Exercise instructions> Repeat exactly the lines of the listing from the line containing "I am building" through its last line, and nothing beyond them.
======
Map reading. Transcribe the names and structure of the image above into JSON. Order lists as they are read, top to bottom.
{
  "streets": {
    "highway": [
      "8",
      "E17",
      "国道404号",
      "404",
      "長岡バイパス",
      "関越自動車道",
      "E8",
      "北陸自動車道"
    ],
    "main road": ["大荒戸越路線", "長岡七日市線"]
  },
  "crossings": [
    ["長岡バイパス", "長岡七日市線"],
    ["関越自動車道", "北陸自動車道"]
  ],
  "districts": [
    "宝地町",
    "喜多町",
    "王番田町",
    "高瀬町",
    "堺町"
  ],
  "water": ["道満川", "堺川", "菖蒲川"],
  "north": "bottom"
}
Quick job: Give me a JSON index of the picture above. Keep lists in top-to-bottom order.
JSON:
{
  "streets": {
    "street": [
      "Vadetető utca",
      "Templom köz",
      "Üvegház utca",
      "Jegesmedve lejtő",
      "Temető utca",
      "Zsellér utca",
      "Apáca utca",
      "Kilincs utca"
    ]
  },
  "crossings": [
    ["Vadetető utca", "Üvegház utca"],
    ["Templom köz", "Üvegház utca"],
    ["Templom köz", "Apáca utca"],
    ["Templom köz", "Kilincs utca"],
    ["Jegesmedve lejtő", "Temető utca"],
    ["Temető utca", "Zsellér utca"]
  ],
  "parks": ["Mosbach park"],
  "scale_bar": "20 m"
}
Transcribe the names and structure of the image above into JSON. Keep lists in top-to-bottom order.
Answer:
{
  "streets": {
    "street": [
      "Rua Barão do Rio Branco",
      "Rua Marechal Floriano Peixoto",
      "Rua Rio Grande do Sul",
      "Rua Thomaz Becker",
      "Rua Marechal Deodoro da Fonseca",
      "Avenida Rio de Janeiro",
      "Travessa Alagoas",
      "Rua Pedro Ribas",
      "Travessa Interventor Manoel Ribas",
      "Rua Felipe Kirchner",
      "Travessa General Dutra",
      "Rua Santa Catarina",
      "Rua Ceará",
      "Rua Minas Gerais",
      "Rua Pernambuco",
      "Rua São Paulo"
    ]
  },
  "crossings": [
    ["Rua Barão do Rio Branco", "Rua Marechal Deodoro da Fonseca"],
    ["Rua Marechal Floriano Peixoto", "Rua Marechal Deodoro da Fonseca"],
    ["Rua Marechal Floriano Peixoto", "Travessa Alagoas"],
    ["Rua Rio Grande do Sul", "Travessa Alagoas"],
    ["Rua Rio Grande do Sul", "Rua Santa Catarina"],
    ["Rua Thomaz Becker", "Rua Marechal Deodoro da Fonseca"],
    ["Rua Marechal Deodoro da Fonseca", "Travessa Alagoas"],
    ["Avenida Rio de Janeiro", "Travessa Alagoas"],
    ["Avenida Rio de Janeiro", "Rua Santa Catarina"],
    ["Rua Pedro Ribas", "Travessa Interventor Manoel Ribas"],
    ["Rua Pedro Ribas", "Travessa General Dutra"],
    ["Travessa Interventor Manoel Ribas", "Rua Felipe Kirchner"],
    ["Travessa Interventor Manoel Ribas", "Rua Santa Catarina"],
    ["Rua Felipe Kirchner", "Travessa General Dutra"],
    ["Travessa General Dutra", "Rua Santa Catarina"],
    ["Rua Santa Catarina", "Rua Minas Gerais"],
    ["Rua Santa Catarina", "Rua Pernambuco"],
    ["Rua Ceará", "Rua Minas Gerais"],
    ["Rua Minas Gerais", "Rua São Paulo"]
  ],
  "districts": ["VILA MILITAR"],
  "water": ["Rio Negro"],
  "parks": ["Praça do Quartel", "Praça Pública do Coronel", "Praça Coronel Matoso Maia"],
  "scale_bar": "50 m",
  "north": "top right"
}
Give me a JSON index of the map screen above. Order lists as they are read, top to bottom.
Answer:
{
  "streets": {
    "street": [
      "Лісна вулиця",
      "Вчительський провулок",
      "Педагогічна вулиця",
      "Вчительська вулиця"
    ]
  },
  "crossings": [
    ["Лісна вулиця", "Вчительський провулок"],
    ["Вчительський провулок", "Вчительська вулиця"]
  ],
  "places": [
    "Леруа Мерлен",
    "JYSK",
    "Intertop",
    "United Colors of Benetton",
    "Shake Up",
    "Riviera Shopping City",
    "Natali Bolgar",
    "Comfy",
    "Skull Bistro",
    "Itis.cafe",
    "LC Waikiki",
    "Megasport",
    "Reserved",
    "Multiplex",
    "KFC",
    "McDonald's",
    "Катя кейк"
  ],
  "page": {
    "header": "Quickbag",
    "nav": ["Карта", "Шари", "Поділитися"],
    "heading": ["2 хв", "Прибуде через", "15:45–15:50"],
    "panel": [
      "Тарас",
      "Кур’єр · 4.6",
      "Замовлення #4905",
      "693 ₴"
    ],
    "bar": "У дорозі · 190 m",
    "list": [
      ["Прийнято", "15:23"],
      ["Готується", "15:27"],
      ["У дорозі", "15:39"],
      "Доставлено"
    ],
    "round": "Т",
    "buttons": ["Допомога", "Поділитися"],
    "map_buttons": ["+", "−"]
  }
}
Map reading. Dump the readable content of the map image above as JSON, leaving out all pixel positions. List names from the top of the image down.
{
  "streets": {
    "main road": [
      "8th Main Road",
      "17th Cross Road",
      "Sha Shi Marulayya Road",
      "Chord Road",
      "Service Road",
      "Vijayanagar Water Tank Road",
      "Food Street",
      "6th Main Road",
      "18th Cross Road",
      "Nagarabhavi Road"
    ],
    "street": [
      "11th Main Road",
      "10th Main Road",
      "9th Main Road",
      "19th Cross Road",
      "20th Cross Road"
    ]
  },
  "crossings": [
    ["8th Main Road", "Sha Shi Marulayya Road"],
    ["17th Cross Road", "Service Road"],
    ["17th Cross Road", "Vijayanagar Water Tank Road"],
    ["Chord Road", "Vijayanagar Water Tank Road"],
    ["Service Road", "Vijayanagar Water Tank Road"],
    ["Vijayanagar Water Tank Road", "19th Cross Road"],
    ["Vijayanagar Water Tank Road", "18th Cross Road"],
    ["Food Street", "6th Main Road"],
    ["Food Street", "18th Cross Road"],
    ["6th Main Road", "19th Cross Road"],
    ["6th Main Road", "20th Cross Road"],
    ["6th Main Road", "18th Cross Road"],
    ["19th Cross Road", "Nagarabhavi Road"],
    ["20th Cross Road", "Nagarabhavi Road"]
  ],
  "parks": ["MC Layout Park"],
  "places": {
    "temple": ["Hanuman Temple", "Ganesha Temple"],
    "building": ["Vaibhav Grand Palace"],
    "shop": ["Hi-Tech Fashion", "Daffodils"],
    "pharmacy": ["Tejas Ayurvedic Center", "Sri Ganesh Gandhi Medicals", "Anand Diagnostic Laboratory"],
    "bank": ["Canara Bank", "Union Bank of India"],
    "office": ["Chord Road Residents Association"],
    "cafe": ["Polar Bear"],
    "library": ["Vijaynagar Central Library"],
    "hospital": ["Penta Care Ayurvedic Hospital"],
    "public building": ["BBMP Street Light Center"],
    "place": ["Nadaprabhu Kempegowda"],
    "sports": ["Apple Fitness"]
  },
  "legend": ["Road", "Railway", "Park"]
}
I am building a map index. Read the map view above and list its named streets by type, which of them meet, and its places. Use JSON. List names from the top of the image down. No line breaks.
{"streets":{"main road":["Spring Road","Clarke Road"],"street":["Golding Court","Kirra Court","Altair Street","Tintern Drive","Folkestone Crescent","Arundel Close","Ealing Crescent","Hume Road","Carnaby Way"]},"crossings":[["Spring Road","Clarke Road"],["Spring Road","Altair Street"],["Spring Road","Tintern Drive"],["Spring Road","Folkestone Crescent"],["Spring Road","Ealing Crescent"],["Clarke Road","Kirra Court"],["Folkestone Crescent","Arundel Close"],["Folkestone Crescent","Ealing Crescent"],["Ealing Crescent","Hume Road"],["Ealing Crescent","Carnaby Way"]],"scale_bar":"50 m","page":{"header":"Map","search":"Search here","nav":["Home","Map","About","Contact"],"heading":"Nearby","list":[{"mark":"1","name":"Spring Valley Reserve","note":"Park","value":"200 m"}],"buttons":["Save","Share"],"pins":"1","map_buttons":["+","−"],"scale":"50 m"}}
======
Output of the exercise>
I am building a map index. Read the map view above and list its named streets by type, which of them meet, and its places. Use JSON. List names from the top of the image down. No line breaks.
{"streets":{"main road":["Spring Road","Clarke Road"],"street":["Golding Court","Kirra Court","Altair Street","Tintern Drive","Folkestone Crescent","Arundel Close","Ealing Crescent","Hume Road","Carnaby Way"]},"crossings":[["Spring Road","Clarke Road"],["Spring Road","Altair Street"],["Spring Road","Tintern Drive"],["Spring Road","Folkestone Crescent"],["Spring Road","Ealing Crescent"],["Clarke Road","Kirra Court"],["Folkestone Crescent","Arundel Close"],["Folkestone Crescent","Ealing Crescent"],["Ealing Crescent","Hume Road"],["Ealing Crescent","Carnaby Way"]],"scale_bar":"50 m","page":{"header":"Map","search":"Search here","nav":["Home","Map","About","Contact"],"heading":"Nearby","list":[{"mark":"1","name":"Spring Valley Reserve","note":"Park","value":"200 m"}],"buttons":["Save","Share"],"pins":"1","map_buttons":["+","−"],"scale":"50 m"}}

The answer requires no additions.